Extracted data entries

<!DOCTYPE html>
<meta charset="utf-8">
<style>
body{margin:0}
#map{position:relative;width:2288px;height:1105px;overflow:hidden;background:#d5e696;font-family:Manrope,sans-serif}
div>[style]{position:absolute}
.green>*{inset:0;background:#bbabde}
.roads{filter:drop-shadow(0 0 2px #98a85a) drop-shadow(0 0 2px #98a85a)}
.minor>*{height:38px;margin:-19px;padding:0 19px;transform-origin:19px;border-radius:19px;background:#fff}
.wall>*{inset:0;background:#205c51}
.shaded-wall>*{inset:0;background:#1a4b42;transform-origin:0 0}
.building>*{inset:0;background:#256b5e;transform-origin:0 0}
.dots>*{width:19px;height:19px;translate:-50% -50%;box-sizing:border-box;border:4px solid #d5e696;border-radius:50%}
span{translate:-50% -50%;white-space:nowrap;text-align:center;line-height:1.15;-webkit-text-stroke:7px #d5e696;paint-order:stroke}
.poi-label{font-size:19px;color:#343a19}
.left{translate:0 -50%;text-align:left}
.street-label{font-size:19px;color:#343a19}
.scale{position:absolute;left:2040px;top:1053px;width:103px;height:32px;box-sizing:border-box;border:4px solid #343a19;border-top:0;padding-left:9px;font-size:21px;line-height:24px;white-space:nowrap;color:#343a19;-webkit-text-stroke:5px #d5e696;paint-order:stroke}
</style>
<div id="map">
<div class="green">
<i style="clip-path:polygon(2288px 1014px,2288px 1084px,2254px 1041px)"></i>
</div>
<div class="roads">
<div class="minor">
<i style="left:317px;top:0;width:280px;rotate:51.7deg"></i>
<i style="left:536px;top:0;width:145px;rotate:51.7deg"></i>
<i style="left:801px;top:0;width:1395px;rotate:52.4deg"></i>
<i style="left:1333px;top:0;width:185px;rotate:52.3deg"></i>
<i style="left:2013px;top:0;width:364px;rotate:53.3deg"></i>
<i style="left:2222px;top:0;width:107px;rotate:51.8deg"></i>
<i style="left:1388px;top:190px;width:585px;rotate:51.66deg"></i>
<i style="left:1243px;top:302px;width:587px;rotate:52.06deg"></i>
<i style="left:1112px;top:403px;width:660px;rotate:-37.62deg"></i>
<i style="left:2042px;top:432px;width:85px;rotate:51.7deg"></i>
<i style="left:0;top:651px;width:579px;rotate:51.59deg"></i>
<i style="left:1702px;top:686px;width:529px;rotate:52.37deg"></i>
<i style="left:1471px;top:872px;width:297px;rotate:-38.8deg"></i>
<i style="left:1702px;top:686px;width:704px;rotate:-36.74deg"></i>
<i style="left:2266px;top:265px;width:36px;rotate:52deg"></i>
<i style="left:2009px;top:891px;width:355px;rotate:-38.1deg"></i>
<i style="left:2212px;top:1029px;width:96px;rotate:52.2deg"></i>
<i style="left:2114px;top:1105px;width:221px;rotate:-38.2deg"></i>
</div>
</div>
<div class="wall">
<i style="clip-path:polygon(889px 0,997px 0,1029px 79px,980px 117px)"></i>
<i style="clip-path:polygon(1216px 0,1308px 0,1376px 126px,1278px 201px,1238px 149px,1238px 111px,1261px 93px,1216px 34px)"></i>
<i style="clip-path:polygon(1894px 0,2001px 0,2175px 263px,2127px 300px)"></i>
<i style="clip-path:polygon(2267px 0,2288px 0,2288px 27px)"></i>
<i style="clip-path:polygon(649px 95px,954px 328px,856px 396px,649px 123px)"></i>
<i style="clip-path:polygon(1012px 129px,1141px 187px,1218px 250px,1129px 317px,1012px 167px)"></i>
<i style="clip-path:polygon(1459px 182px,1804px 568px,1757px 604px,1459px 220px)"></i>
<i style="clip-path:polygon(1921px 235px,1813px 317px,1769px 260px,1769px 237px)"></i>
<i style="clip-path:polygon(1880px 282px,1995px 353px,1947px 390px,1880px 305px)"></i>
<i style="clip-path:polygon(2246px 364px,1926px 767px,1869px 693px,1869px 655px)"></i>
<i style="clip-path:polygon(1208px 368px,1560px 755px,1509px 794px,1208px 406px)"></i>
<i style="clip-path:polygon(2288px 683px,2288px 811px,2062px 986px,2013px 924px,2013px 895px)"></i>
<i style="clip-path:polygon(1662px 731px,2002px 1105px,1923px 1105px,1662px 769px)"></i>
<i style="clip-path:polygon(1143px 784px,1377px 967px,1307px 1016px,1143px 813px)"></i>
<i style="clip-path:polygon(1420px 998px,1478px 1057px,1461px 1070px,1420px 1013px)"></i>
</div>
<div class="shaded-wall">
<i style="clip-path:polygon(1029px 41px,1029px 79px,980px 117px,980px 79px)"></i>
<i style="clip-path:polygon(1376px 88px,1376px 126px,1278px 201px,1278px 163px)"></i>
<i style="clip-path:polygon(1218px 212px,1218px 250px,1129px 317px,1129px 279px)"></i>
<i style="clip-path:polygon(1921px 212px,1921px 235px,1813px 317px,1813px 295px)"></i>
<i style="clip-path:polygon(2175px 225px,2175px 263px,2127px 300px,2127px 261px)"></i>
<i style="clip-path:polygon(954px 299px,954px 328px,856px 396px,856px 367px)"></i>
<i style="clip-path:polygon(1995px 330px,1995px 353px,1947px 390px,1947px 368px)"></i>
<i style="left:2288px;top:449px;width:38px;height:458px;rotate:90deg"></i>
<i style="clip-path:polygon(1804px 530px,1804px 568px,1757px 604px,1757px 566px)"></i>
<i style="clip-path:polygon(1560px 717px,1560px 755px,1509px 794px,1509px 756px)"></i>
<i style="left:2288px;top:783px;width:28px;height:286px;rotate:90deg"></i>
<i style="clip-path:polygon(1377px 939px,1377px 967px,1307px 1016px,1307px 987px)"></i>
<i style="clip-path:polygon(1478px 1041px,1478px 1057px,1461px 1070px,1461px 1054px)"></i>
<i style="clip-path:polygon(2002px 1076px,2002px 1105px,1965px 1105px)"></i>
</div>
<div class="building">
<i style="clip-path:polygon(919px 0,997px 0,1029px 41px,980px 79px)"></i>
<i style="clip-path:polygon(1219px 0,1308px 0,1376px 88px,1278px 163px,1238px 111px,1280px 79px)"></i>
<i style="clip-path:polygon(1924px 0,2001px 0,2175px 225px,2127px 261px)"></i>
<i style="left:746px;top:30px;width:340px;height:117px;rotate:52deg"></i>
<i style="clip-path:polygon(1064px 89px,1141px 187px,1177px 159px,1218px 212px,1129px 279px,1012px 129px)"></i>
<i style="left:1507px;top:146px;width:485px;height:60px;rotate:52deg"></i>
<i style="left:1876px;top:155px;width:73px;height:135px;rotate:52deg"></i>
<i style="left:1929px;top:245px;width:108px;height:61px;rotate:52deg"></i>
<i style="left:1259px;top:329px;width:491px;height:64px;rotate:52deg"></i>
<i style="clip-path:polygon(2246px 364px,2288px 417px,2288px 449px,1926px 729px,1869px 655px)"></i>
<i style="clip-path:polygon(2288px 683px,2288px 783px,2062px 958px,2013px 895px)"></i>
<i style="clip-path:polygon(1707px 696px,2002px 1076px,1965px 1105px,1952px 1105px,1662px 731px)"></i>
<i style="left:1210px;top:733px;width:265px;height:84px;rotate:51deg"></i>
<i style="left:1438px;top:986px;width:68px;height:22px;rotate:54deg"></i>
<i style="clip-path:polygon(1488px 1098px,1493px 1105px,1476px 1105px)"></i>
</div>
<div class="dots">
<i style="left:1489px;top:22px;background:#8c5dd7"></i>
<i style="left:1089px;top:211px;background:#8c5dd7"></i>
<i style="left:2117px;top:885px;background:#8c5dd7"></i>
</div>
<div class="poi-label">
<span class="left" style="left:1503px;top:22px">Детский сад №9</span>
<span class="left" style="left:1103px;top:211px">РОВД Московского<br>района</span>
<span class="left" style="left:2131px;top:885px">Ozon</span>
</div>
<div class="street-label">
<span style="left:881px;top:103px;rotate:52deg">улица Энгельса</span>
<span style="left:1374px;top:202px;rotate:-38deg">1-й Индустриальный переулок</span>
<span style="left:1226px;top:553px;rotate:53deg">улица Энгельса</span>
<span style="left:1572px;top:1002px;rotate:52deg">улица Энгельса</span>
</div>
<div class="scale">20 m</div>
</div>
* * *
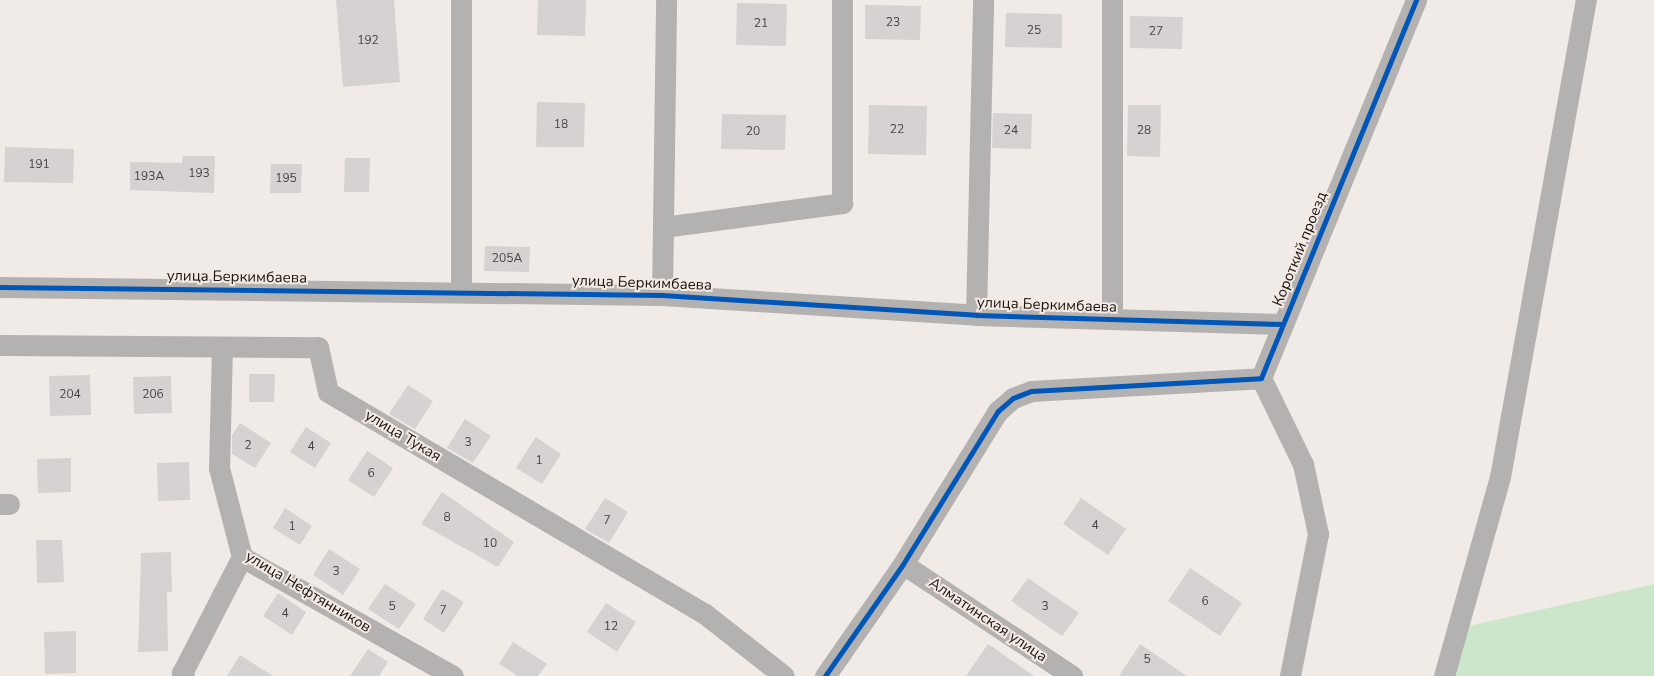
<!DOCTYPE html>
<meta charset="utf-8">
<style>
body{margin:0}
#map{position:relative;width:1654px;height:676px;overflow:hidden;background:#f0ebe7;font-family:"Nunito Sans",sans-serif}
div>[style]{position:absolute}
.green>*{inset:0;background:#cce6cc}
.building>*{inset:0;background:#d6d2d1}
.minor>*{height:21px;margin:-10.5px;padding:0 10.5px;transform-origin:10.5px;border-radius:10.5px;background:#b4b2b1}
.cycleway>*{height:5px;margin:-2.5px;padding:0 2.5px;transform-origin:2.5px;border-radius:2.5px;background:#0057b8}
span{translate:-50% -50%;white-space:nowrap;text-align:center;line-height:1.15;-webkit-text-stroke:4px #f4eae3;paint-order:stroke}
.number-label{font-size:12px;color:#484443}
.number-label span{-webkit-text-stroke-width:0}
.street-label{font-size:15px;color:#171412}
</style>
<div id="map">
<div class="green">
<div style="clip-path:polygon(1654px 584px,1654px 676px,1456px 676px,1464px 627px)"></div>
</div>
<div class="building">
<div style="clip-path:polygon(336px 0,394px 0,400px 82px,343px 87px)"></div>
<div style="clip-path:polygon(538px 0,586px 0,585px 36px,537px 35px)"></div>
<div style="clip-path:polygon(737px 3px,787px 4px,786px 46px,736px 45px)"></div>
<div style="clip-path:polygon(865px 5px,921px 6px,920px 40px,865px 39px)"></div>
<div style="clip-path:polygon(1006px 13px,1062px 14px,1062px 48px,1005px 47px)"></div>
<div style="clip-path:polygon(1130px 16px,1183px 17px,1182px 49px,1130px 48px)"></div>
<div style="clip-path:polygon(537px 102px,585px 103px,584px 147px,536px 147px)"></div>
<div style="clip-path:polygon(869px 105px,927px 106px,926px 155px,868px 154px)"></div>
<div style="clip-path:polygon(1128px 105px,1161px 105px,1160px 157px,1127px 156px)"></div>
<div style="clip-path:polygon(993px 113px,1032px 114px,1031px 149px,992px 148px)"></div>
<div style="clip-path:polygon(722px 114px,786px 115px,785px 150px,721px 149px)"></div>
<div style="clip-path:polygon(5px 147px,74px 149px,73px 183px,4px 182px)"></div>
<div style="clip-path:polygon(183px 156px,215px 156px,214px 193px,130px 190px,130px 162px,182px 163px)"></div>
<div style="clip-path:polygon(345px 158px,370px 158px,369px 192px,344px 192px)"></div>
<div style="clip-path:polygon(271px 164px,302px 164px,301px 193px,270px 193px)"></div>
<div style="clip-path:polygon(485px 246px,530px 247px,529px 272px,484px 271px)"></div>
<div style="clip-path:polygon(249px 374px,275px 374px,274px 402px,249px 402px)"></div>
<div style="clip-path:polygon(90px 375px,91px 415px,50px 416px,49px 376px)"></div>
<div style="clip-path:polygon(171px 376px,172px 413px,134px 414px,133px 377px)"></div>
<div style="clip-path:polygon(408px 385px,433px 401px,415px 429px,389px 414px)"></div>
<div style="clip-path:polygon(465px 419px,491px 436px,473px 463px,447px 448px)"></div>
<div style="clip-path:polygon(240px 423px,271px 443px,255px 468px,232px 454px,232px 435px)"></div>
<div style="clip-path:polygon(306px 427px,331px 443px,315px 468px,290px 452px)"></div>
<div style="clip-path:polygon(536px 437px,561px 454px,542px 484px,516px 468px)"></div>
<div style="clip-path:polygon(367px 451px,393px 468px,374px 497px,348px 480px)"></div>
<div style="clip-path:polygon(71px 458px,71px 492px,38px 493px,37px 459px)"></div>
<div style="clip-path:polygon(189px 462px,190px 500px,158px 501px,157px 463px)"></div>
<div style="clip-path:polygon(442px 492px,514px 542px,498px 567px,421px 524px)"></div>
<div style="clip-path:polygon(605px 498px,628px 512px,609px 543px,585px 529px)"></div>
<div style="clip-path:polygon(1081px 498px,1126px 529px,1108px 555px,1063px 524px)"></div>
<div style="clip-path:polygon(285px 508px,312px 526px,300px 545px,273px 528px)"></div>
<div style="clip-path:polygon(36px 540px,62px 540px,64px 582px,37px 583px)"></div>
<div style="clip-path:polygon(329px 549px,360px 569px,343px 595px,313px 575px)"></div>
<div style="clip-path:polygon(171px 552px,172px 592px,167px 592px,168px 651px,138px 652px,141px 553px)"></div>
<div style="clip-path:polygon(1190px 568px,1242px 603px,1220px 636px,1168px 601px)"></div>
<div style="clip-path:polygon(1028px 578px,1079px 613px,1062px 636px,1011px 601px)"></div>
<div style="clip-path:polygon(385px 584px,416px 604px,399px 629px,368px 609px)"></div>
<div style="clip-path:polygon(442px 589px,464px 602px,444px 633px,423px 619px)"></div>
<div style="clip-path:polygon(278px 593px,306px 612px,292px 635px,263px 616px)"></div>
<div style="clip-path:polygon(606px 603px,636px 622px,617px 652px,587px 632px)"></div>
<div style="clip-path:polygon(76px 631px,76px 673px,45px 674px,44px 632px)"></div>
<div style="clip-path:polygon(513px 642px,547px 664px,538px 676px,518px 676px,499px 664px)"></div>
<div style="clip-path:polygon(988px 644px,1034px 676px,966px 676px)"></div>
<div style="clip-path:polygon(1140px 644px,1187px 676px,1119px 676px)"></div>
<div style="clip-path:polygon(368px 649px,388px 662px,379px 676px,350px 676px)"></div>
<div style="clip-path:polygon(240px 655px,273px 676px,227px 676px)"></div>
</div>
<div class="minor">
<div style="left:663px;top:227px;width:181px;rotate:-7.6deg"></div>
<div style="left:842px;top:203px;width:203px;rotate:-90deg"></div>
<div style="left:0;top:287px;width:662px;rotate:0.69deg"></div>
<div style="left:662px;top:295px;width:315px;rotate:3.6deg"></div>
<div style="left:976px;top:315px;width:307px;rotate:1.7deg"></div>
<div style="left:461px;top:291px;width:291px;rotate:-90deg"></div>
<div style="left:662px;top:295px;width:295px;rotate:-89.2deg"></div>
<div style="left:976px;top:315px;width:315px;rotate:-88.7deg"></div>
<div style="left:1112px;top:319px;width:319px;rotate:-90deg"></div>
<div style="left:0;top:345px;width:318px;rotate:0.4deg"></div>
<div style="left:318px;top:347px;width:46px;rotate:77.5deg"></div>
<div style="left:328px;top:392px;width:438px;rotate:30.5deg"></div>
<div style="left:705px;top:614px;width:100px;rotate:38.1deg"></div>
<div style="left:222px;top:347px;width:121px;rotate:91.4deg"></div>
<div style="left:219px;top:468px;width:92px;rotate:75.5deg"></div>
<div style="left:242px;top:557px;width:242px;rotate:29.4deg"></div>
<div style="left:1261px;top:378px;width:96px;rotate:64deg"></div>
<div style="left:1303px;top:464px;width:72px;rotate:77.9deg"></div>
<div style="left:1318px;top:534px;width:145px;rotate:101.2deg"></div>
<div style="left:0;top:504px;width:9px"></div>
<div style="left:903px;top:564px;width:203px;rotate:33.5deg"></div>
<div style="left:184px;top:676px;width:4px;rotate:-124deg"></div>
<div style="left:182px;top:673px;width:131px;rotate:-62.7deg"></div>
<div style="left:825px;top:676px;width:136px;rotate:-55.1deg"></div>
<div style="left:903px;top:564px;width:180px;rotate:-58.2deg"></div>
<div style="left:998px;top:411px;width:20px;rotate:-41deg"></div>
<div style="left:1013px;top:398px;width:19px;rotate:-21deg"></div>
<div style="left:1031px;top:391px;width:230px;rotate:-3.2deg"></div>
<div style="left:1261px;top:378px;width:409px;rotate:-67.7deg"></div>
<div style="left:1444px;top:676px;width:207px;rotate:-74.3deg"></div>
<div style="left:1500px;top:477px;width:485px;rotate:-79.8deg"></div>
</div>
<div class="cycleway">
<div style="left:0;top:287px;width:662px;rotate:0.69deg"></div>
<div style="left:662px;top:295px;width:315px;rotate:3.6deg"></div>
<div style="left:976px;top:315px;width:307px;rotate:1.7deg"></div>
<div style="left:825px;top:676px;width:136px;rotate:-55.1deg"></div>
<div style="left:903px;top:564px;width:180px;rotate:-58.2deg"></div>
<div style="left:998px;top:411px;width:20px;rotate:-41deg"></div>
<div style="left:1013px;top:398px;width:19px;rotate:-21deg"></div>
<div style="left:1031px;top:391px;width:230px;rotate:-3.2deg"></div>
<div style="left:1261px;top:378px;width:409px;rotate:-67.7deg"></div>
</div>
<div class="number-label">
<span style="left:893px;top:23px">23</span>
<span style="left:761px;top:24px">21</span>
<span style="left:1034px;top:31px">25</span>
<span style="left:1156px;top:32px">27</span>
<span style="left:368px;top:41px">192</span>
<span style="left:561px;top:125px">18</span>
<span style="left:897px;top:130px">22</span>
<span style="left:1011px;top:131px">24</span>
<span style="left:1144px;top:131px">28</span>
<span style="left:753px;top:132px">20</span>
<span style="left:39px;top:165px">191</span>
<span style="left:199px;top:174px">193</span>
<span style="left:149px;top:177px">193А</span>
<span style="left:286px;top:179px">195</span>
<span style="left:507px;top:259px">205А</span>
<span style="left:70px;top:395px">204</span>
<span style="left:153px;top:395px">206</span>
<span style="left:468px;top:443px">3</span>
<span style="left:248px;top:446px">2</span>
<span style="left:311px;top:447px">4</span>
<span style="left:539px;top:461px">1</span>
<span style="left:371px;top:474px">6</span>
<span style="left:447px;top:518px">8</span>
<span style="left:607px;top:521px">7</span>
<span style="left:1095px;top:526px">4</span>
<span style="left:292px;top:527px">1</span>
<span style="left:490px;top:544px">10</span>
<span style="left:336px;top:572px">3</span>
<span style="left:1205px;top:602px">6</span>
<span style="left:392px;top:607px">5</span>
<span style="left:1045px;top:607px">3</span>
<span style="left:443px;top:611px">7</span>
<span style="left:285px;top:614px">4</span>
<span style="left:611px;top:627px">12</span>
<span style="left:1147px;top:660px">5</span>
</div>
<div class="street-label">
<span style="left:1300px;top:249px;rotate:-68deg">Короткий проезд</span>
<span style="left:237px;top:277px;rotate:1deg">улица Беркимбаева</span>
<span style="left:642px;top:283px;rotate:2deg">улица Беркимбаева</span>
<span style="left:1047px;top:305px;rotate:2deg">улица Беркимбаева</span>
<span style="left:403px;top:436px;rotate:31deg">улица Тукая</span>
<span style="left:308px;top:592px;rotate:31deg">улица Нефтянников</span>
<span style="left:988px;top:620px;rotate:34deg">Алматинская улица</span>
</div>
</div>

**Work order**:
Please copy every line of the records above in which "sans" appears.

**Solution to the exercise**:
#map{position:relative;width:2288px;height:1105px;overflow:hidden;background:#d5e696;font-family:Manrope,sans-serif}
#map{position:relative;width:1654px;height:676px;overflow:hidden;background:#f0ebe7;font-family:"Nunito Sans",sans-serif}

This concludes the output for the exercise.